**THE TASK:**
From the first entry to the last, copy each one exactly.

---

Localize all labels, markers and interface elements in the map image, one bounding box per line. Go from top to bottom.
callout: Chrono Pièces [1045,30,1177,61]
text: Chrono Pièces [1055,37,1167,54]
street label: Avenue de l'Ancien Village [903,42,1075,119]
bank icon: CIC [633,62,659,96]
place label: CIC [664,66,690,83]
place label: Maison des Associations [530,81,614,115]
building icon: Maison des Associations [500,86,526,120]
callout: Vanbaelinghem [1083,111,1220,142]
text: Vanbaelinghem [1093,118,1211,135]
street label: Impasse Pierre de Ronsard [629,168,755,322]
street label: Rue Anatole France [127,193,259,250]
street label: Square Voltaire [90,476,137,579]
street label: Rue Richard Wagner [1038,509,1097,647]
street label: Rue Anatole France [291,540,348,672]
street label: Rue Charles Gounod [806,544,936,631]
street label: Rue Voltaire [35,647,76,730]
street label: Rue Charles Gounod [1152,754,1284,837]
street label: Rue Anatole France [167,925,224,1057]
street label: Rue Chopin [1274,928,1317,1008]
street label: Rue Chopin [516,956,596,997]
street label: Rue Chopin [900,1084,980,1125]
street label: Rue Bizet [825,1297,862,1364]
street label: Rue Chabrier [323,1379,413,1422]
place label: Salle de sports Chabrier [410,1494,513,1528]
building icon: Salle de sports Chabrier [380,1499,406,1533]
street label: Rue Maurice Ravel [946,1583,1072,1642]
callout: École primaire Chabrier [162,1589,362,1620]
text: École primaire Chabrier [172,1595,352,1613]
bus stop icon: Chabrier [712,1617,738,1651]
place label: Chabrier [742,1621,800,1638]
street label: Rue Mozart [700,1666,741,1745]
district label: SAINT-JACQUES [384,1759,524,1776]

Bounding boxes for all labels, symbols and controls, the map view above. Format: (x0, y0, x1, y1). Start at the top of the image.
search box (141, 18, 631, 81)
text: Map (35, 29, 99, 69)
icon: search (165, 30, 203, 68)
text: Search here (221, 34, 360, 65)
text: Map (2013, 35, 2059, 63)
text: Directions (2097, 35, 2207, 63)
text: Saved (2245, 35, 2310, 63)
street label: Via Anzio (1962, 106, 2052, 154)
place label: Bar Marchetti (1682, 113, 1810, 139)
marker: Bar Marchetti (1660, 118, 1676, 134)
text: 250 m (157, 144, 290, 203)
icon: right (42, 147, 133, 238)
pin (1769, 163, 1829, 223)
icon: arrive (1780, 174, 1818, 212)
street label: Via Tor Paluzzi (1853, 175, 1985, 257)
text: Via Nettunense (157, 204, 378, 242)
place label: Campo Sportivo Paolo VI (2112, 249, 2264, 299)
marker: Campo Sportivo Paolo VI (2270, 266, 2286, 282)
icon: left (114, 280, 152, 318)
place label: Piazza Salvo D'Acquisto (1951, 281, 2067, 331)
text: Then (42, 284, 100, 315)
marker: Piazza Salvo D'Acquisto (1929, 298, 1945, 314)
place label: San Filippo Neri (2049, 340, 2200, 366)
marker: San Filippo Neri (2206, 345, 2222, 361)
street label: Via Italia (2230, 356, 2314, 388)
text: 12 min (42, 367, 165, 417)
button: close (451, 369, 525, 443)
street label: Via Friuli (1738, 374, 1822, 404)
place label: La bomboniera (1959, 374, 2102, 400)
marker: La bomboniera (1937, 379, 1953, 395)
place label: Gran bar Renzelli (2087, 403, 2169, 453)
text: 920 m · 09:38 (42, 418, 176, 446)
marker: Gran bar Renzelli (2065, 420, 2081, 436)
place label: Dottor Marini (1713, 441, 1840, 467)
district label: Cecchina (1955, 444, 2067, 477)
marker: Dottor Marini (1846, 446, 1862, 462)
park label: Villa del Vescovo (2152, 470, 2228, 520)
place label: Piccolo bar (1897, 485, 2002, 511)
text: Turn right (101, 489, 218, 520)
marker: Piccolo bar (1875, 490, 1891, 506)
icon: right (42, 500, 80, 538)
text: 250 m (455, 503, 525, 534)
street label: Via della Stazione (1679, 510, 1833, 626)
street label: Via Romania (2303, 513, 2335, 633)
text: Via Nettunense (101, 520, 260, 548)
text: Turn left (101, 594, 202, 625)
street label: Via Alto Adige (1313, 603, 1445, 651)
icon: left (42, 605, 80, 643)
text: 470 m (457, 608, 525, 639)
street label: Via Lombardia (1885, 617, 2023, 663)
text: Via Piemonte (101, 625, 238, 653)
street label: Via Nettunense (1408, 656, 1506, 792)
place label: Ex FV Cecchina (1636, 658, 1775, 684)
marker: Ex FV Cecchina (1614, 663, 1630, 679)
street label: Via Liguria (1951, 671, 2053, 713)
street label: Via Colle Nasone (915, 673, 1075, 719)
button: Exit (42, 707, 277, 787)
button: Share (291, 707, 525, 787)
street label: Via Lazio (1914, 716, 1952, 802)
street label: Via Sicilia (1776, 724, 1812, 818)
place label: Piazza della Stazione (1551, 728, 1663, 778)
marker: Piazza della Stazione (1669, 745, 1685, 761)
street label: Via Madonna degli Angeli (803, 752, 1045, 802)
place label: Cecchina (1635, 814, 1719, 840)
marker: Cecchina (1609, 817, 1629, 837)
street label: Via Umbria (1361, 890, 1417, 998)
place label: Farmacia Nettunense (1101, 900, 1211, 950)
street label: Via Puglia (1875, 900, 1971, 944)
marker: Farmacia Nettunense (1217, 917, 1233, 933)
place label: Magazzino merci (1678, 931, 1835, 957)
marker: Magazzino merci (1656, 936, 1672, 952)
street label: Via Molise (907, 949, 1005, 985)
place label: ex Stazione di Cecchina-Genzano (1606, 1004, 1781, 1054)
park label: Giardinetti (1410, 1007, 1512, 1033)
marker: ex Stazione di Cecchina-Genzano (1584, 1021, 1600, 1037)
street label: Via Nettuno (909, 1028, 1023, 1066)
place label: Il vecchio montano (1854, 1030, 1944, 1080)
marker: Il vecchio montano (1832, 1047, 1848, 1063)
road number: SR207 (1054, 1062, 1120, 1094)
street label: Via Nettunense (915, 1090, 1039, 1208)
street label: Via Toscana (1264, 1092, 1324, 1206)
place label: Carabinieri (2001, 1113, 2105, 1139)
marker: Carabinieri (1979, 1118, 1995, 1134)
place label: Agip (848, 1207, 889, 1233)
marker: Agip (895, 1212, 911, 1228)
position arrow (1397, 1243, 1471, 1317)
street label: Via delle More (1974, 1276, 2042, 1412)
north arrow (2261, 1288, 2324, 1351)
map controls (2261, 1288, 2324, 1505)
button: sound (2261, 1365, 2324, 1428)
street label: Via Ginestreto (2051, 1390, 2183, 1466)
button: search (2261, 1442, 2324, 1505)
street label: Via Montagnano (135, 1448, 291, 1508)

---

**ANSWER TO THE EXERCISE:**
Localize all labels, markers and interface elements in the map image, one bounding box per line. Go from top to bottom.
callout: Chrono Pièces [1045,30,1177,61]
text: Chrono Pièces [1055,37,1167,54]
street label: Avenue de l'Ancien Village [903,42,1075,119]
bank icon: CIC [633,62,659,96]
place label: CIC [664,66,690,83]
place label: Maison des Associations [530,81,614,115]
building icon: Maison des Associations [500,86,526,120]
callout: Vanbaelinghem [1083,111,1220,142]
text: Vanbaelinghem [1093,118,1211,135]
street label: Impasse Pierre de Ronsard [629,168,755,322]
street label: Rue Anatole France [127,193,259,250]
street label: Square Voltaire [90,476,137,579]
street label: Rue Richard Wagner [1038,509,1097,647]
street label: Rue Anatole France [291,540,348,672]
street label: Rue Charles Gounod [806,544,936,631]
street label: Rue Voltaire [35,647,76,730]
street label: Rue Charles Gounod [1152,754,1284,837]
street label: Rue Anatole France [167,925,224,1057]
street label: Rue Chopin [1274,928,1317,1008]
street label: Rue Chopin [516,956,596,997]
street label: Rue Chopin [900,1084,980,1125]
street label: Rue Bizet [825,1297,862,1364]
street label: Rue Chabrier [323,1379,413,1422]
place label: Salle de sports Chabrier [410,1494,513,1528]
building icon: Salle de sports Chabrier [380,1499,406,1533]
street label: Rue Maurice Ravel [946,1583,1072,1642]
callout: École primaire Chabrier [162,1589,362,1620]
text: École primaire Chabrier [172,1595,352,1613]
bus stop icon: Chabrier [712,1617,738,1651]
place label: Chabrier [742,1621,800,1638]
street label: Rue Mozart [700,1666,741,1745]
district label: SAINT-JACQUES [384,1759,524,1776]

Bounding boxes for all labels, symbols and controls, the map view above. Format: (x0, y0, x1, y1). Start at the top of the image.
search box (141, 18, 631, 81)
text: Map (35, 29, 99, 69)
icon: search (165, 30, 203, 68)
text: Search here (221, 34, 360, 65)
text: Map (2013, 35, 2059, 63)
text: Directions (2097, 35, 2207, 63)
text: Saved (2245, 35, 2310, 63)
street label: Via Anzio (1962, 106, 2052, 154)
place label: Bar Marchetti (1682, 113, 1810, 139)
marker: Bar Marchetti (1660, 118, 1676, 134)
text: 250 m (157, 144, 290, 203)
icon: right (42, 147, 133, 238)
pin (1769, 163, 1829, 223)
icon: arrive (1780, 174, 1818, 212)
street label: Via Tor Paluzzi (1853, 175, 1985, 257)
text: Via Nettunense (157, 204, 378, 242)
place label: Campo Sportivo Paolo VI (2112, 249, 2264, 299)
marker: Campo Sportivo Paolo VI (2270, 266, 2286, 282)
icon: left (114, 280, 152, 318)
place label: Piazza Salvo D'Acquisto (1951, 281, 2067, 331)
text: Then (42, 284, 100, 315)
marker: Piazza Salvo D'Acquisto (1929, 298, 1945, 314)
place label: San Filippo Neri (2049, 340, 2200, 366)
marker: San Filippo Neri (2206, 345, 2222, 361)
street label: Via Italia (2230, 356, 2314, 388)
text: 12 min (42, 367, 165, 417)
button: close (451, 369, 525, 443)
street label: Via Friuli (1738, 374, 1822, 404)
place label: La bomboniera (1959, 374, 2102, 400)
marker: La bomboniera (1937, 379, 1953, 395)
place label: Gran bar Renzelli (2087, 403, 2169, 453)
text: 920 m · 09:38 (42, 418, 176, 446)
marker: Gran bar Renzelli (2065, 420, 2081, 436)
place label: Dottor Marini (1713, 441, 1840, 467)
district label: Cecchina (1955, 444, 2067, 477)
marker: Dottor Marini (1846, 446, 1862, 462)
park label: Villa del Vescovo (2152, 470, 2228, 520)
place label: Piccolo bar (1897, 485, 2002, 511)
text: Turn right (101, 489, 218, 520)
marker: Piccolo bar (1875, 490, 1891, 506)
icon: right (42, 500, 80, 538)
text: 250 m (455, 503, 525, 534)
street label: Via della Stazione (1679, 510, 1833, 626)
street label: Via Romania (2303, 513, 2335, 633)
text: Via Nettunense (101, 520, 260, 548)
text: Turn left (101, 594, 202, 625)
street label: Via Alto Adige (1313, 603, 1445, 651)
icon: left (42, 605, 80, 643)
text: 470 m (457, 608, 525, 639)
street label: Via Lombardia (1885, 617, 2023, 663)
text: Via Piemonte (101, 625, 238, 653)
street label: Via Nettunense (1408, 656, 1506, 792)
place label: Ex FV Cecchina (1636, 658, 1775, 684)
marker: Ex FV Cecchina (1614, 663, 1630, 679)
street label: Via Liguria (1951, 671, 2053, 713)
street label: Via Colle Nasone (915, 673, 1075, 719)
button: Exit (42, 707, 277, 787)
button: Share (291, 707, 525, 787)
street label: Via Lazio (1914, 716, 1952, 802)
street label: Via Sicilia (1776, 724, 1812, 818)
place label: Piazza della Stazione (1551, 728, 1663, 778)
marker: Piazza della Stazione (1669, 745, 1685, 761)
street label: Via Madonna degli Angeli (803, 752, 1045, 802)
place label: Cecchina (1635, 814, 1719, 840)
marker: Cecchina (1609, 817, 1629, 837)
street label: Via Umbria (1361, 890, 1417, 998)
place label: Farmacia Nettunense (1101, 900, 1211, 950)
street label: Via Puglia (1875, 900, 1971, 944)
marker: Farmacia Nettunense (1217, 917, 1233, 933)
place label: Magazzino merci (1678, 931, 1835, 957)
marker: Magazzino merci (1656, 936, 1672, 952)
street label: Via Molise (907, 949, 1005, 985)
place label: ex Stazione di Cecchina-Genzano (1606, 1004, 1781, 1054)
park label: Giardinetti (1410, 1007, 1512, 1033)
marker: ex Stazione di Cecchina-Genzano (1584, 1021, 1600, 1037)
street label: Via Nettuno (909, 1028, 1023, 1066)
place label: Il vecchio montano (1854, 1030, 1944, 1080)
marker: Il vecchio montano (1832, 1047, 1848, 1063)
road number: SR207 (1054, 1062, 1120, 1094)
street label: Via Nettunense (915, 1090, 1039, 1208)
street label: Via Toscana (1264, 1092, 1324, 1206)
place label: Carabinieri (2001, 1113, 2105, 1139)
marker: Carabinieri (1979, 1118, 1995, 1134)
place label: Agip (848, 1207, 889, 1233)
marker: Agip (895, 1212, 911, 1228)
position arrow (1397, 1243, 1471, 1317)
street label: Via delle More (1974, 1276, 2042, 1412)
north arrow (2261, 1288, 2324, 1351)
map controls (2261, 1288, 2324, 1505)
button: sound (2261, 1365, 2324, 1428)
street label: Via Ginestreto (2051, 1390, 2183, 1466)
button: search (2261, 1442, 2324, 1505)
street label: Via Montagnano (135, 1448, 291, 1508)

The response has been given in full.